Franklin County school leaders are lending support to the
governor’s proposal announced Tuesday to eliminate the annual spring Florida Standards
Assessment test, and instead rely on less stressful progress monitoring tests administered in the fall, winter and spring.

“I know kids who have test anxiety and when it’s a one-shot
deal it’s very hard on kids,” said Jennifer Leach, the district’s director of curriculum
and instruction.

“None of this has been ironed out yet, it’s still in the developmental
stages,” she said. “I think that’s a step in right direction.”

In his announcement Tuesday, Gov. Ron DeSantis said his
administration will present a proposal during the 2022 legislative session to
end the FSA test, which continues a path he set out in an
executive order in Jan. 2019 to eliminate Common Core.



That path has included the
phasing-in of a revised sets of standards for English and Language Arts known
as B.E.S. T (Florida’s Benchmarks for Excellent Student Thinking).

This year, the B.E.S.T standards were implemented in
Kindergarten through second grade, and next year they will apply to all grades.

“Next year they will be for Kindergarten through 12th
grade,” Leach said. “Which is why they will have a new test, because they would
have been forced to teach new standards.

“Basically, the FSA is out of
date because they changed the standards,” she said. “The FSA does not test
those standards.

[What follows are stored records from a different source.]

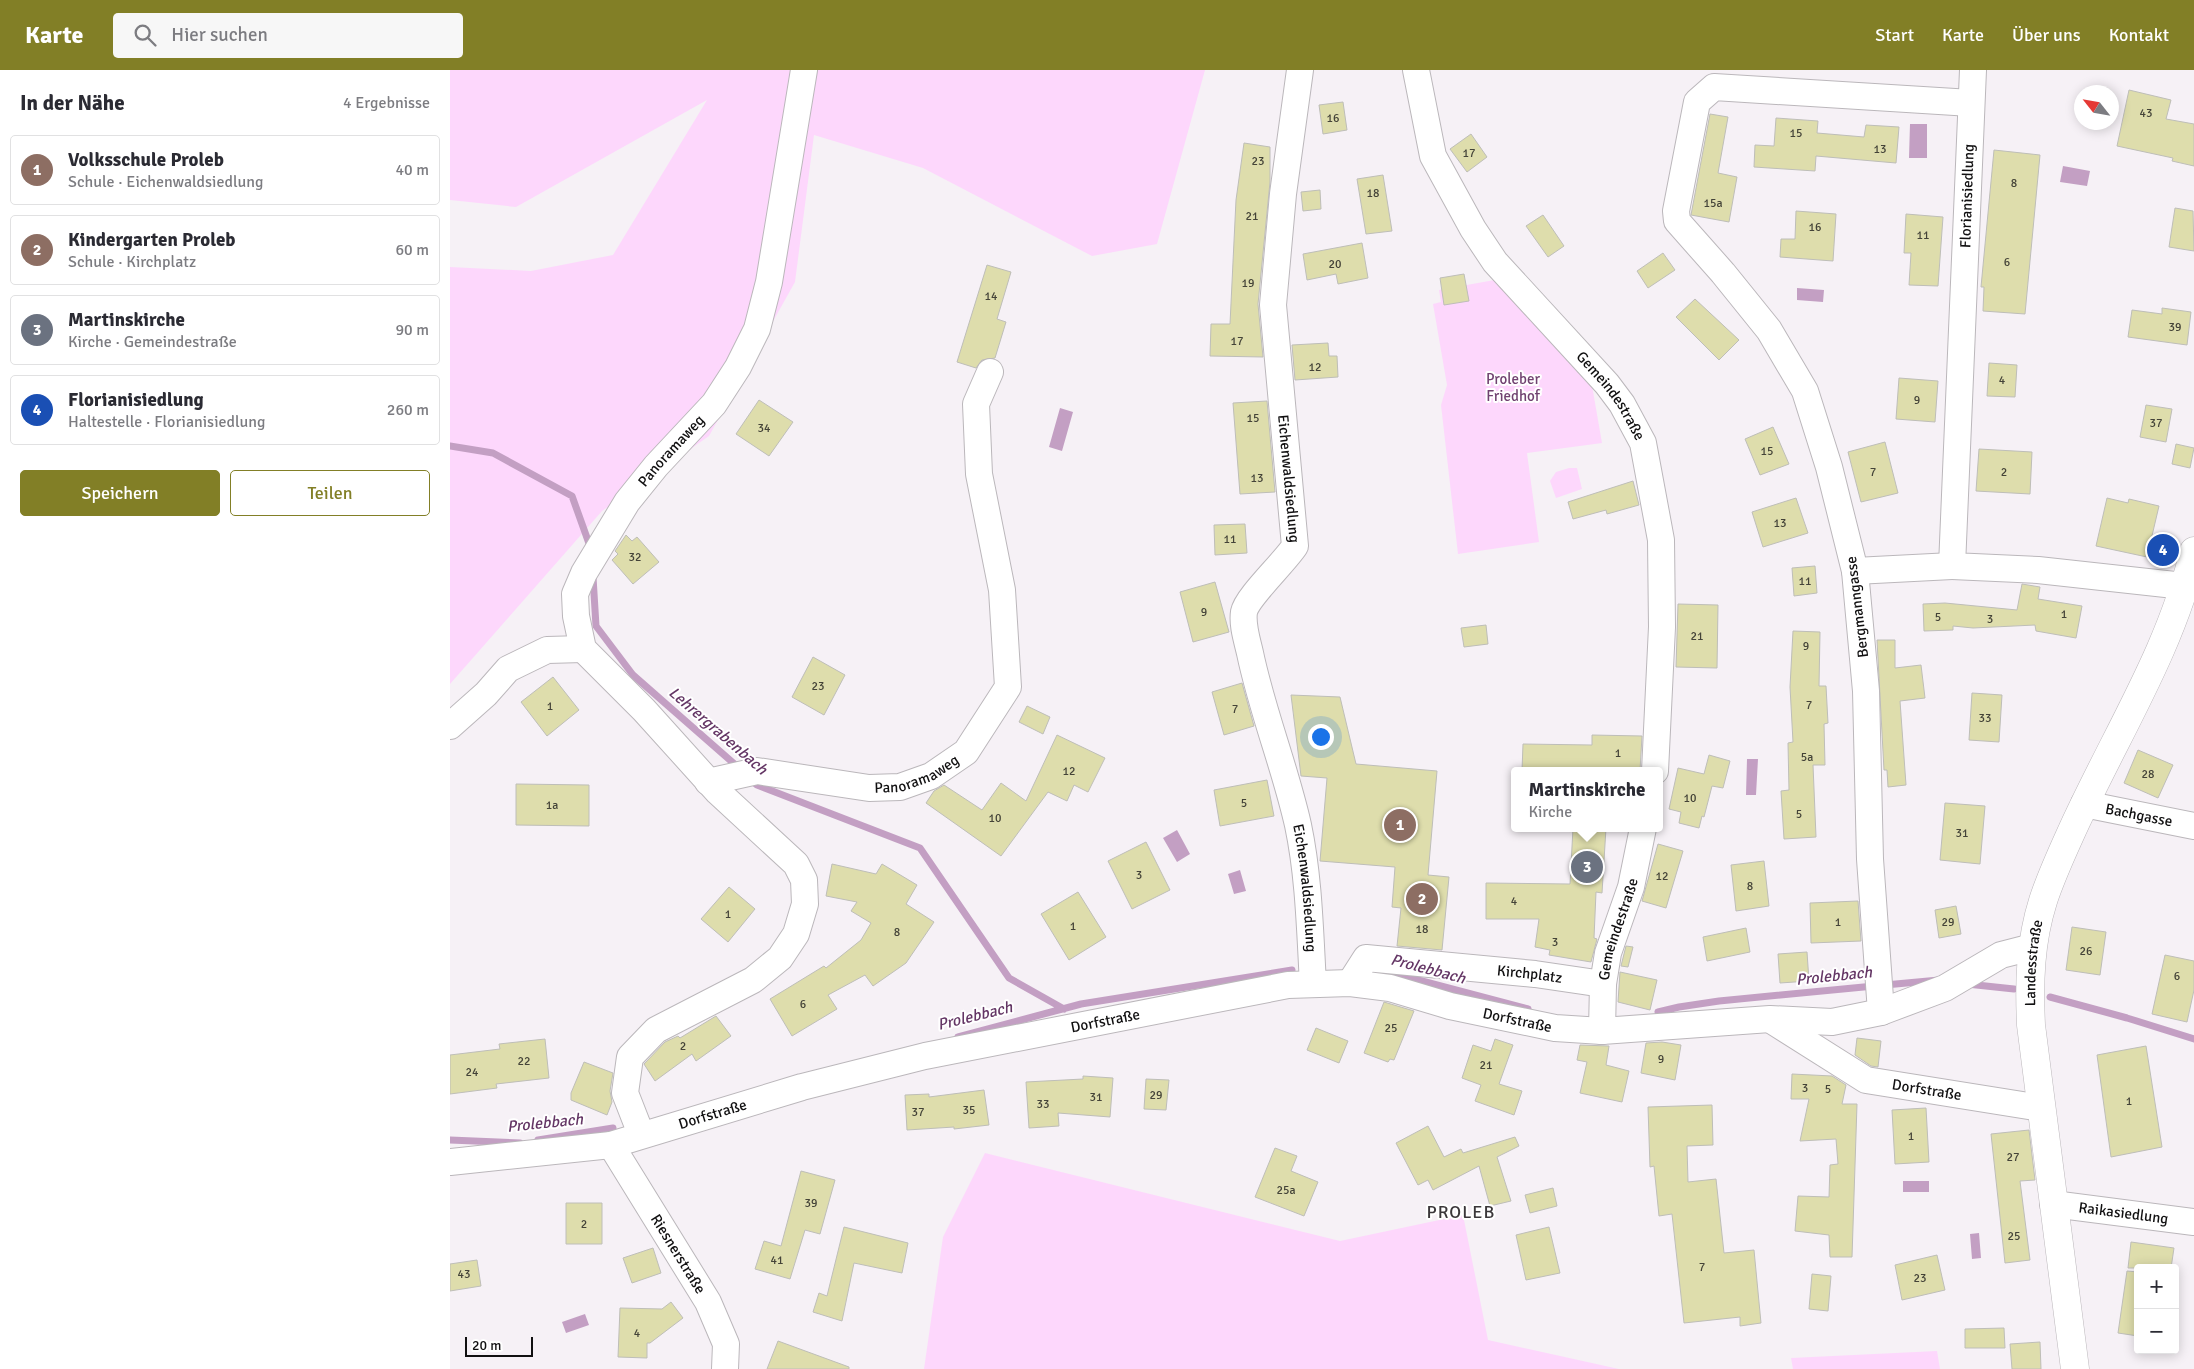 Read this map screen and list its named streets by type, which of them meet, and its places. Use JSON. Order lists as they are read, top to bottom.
{
  "streets": {
    "main road": ["Landesstraße"],
    "street": [
      "Florianisiedlung",
      "Gemeindestraße",
      "Panoramaweg",
      "Eichenwaldsiedlung",
      "Bergmanngasse",
      "Bachgasse",
      "Kirchplatz",
      "Dorfstraße",
      "Raikasiedlung",
      "Riesnerstraße"
    ]
  },
  "crossings": [
    ["Florianisiedlung", "Bergmanngasse"],
    ["Gemeindestraße", "Kirchplatz"],
    ["Gemeindestraße", "Dorfstraße"],
    ["Eichenwaldsiedlung", "Dorfstraße"],
    ["Bergmanngasse", "Dorfstraße"],
    ["Bachgasse", "Landesstraße"],
    ["Landesstraße", "Dorfstraße"],
    ["Landesstraße", "Raikasiedlung"],
    ["Kirchplatz", "Dorfstraße"],
    ["Dorfstraße", "Riesnerstraße"]
  ],
  "districts": ["PROLEB"],
  "water": ["Lehrergrabenbach", "Prolebbach"],
  "parks": ["Proleber Friedhof"],
  "house_numbers": [
    "43",
    "16",
    "15",
    "13",
    "17",
    "23",
    "8",
    "18",
    "15a",
    "21",
    "16",
    "11",
    "6",
    "20",
    "19",
    "14",
    "39",
    "17",
    "12",
    "4",
    "9",
    "15",
    "37",
    "34",
    "15",
    "7",
    "2",
    "13",
    "13",
    "11",
    "32",
    "11",
    "9",
    "1",
    "5",
    "3",
    "21",
    "9",
    "23",
    "7",
    "1",
    "7",
    "33",
    "1",
    "5a",
    "12",
    "28",
    "10",
    "5",
    "1a",
    "5",
    "10",
    "31",
    "3",
    "12",
    "8",
    "4",
    "1",
    "1",
    "29",
    "1",
    "18",
    "8",
    "3",
    "26",
    "6",
    "6",
    "25",
    "2",
    "9",
    "22",
    "21",
    "24",
    "3",
    "5",
    "29",
    "31",
    "1",
    "33",
    "35",
    "37",
    "1",
    "27",
    "25a",
    "39",
    "2",
    "25",
    "41",
    "7",
    "43",
    "23",
    "4"
  ],
  "scale_bar": "20 m",
  "north": "top left",
  "page": {
    "header": "Karte",
    "search": "Hier suchen",
    "nav": [
      "Start",
      "Karte",
      "Über uns",
      "Kontakt"
    ],
    "heading": ["In der Nähe", "4 Ergebnisse"],
    "list": [
      {
        "mark": "1",
        "name": "Volksschule Proleb",
        "note": "Schule · Eichenwaldsiedlung",
        "value": "40 m"
      },
      {
        "mark": "2",
        "name": "Kindergarten Proleb",
        "note": "Schule · Kirchplatz",
        "value": "60 m"
      },
      {
        "mark": "3",
        "name": "Martinskirche",
        "note": "Kirche · Gemeindestraße",
        "value": "90 m"
      },
      {
        "mark": "4",
        "name": "Florianisiedlung",
        "note": "Haltestelle · Florianisiedlung",
        "value": "260 m"
      }
    ],
    "buttons": ["Speichern", "Teilen"],
    "pins": [
      "4",
      "1",
      "3",
      "2"
    ],
    "popup": ["Martinskirche", "Kirche"],
    "map_buttons": ["+", "−"],
    "scale": "20 m"
  }
}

He would have to change the test to match the new standards,
so changing the test was a done deal anyway.”

DeSantis said his proposal would lead to assessing students
in the fall, winter and spring, which would reduce the amount of time spent
each year on testing. The state Department of Education said the proposed
system will be dubbed F.A.S.T., Florida’s Assessment of Student Thinking.

“His proposal is instead of doing one big test, it is that we
do progress monitoring three times a year,” said Leach.

She said each district is free to use a different progress monitoring
tool, and in the case of Franklin, students already take the i-Ready exam, for a
shorter duration three times a year. Those results are used by educators to
determine to what extent a student has mastered a subject, and where teachers
should target to plug any holes the student is experiencing.

“The difference is when we do progress monitoring now, we’re
the only ones that get data,” Leach said. “Instead of us keeping it, that would become part of their score.

“The state is going to design their own progress monitoring
program, and the state will have data all along the way,” she said.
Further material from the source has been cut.